We did a lot of driving in our week exploring Malaysia and it proved a good way to see the country. On most of the tourist routes there are plenty of things to see and surprisingly few tourists.
On the hour-long drive between Lamut and Ipoh, for instance, we were able to explore a fairyland of amazing ancient caves, some used as temples, others glittering with towering stalactites and stalagmites.
In the small town of Teluk Intan we took a quick break to see the Leaning Tower of Teluk Intan, Malaysia's equivalent of the Leaning Tower of Pisa.
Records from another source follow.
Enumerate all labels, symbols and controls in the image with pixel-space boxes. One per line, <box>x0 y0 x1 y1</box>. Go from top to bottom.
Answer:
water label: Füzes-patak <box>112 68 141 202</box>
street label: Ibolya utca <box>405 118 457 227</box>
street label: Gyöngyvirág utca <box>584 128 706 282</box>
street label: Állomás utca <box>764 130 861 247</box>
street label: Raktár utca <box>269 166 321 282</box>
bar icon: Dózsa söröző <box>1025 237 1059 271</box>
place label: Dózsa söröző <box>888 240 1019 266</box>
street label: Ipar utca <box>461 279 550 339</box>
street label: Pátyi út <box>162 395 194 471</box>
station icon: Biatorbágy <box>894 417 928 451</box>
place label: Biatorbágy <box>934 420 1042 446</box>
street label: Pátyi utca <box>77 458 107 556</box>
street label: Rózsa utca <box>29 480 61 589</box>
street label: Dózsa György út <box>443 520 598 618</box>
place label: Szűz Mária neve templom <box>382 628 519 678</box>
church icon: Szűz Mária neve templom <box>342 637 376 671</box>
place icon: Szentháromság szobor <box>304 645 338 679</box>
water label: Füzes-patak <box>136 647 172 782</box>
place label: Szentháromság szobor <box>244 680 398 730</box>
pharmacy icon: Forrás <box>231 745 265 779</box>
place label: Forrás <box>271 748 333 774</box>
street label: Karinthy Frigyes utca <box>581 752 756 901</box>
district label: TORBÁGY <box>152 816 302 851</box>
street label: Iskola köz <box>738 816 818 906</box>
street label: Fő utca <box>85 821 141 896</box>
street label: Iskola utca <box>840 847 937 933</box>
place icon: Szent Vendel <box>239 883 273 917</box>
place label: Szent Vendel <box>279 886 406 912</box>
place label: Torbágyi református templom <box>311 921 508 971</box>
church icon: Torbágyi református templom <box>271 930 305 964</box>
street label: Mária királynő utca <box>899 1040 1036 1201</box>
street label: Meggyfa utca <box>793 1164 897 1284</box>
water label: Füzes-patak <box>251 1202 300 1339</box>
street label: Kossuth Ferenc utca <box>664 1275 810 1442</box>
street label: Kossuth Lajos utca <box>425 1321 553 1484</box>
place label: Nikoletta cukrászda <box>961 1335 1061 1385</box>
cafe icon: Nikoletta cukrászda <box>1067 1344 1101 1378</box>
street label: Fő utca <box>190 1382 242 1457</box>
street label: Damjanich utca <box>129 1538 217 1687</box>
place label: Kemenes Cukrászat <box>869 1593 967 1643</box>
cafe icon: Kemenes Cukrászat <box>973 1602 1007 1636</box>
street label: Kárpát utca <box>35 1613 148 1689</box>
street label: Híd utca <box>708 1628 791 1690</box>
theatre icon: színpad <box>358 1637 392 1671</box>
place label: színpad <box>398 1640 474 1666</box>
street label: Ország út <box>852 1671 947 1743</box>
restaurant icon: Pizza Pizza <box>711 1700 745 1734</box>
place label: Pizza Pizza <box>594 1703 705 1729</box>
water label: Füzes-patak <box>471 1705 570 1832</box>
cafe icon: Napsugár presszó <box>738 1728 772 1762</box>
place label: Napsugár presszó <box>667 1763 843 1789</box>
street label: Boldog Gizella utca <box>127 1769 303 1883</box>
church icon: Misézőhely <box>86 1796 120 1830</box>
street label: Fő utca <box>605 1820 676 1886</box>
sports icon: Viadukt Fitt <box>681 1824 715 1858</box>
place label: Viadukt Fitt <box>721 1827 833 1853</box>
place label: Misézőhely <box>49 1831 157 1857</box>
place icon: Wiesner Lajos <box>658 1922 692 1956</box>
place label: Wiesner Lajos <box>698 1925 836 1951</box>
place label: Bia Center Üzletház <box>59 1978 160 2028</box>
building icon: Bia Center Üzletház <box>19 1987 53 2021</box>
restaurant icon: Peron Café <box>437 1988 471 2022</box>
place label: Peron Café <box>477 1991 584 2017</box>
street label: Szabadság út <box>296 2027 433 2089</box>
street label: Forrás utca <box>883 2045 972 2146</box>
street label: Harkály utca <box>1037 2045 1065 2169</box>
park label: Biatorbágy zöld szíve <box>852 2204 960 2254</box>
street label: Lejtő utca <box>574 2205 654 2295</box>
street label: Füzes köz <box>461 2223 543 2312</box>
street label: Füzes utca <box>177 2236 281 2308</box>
Built in 1885 as a water tower, it really is on a lean but unlike the huge crowds in Italy we were pretty much the only tourists there to see it.
It takes several hours to drive from this part of Malaysia back to Kuala Lumpur but along the way there are numerous villages and plantations - mostly fruit, rubber or palm - with lots of markets and stalls offering the chance to try some unusual fruits.
Mahendran, our driver, encouraged me to try one he called "the catseye". Having chickened out on the fish I felt I should at least give the fruit a try and popped the translucent "eye" into my mouth to find it surprisingly nice, rather like a grape but with a large dark stone in the middle.
We also stopped at Kuala Selangor to visit some wild and free-roaming Silver Leaf monkeys. "There is a tree with silver leaves around here and these monkeys like to eat the leaves and that that's the reason why their fur is silver," Mahendran explained.
Around 3pm daily the monkeys apparently entertain huge crowds but we were a little early and, like the rest of our stops, found ourselves the only tourists around. The vendors who sell bags of green beans - monkey treats - quickly raced their trolleys over to us.
They worked a treat and within seconds I had curious little monkeys all around me... at which point I couldn't help asking just how friendly - or safe - they were. After all, we had been warned at one of the resorts that monkeys were best avoided, as they tend to snatch anything not nailed down.
But Mahendran said these ones were safe enough and even liked cuddles, although he did add it was best to stay away from the brown ones because "they will bite".
So, throwing caution to the winds, I held out some beans and before long I was being cuddled and even kissed on the cheek by a group.
I may not have been brave enough to take on the fish but at least I can leave Malaysia knowing I've got up close and very friendly with the monkeys.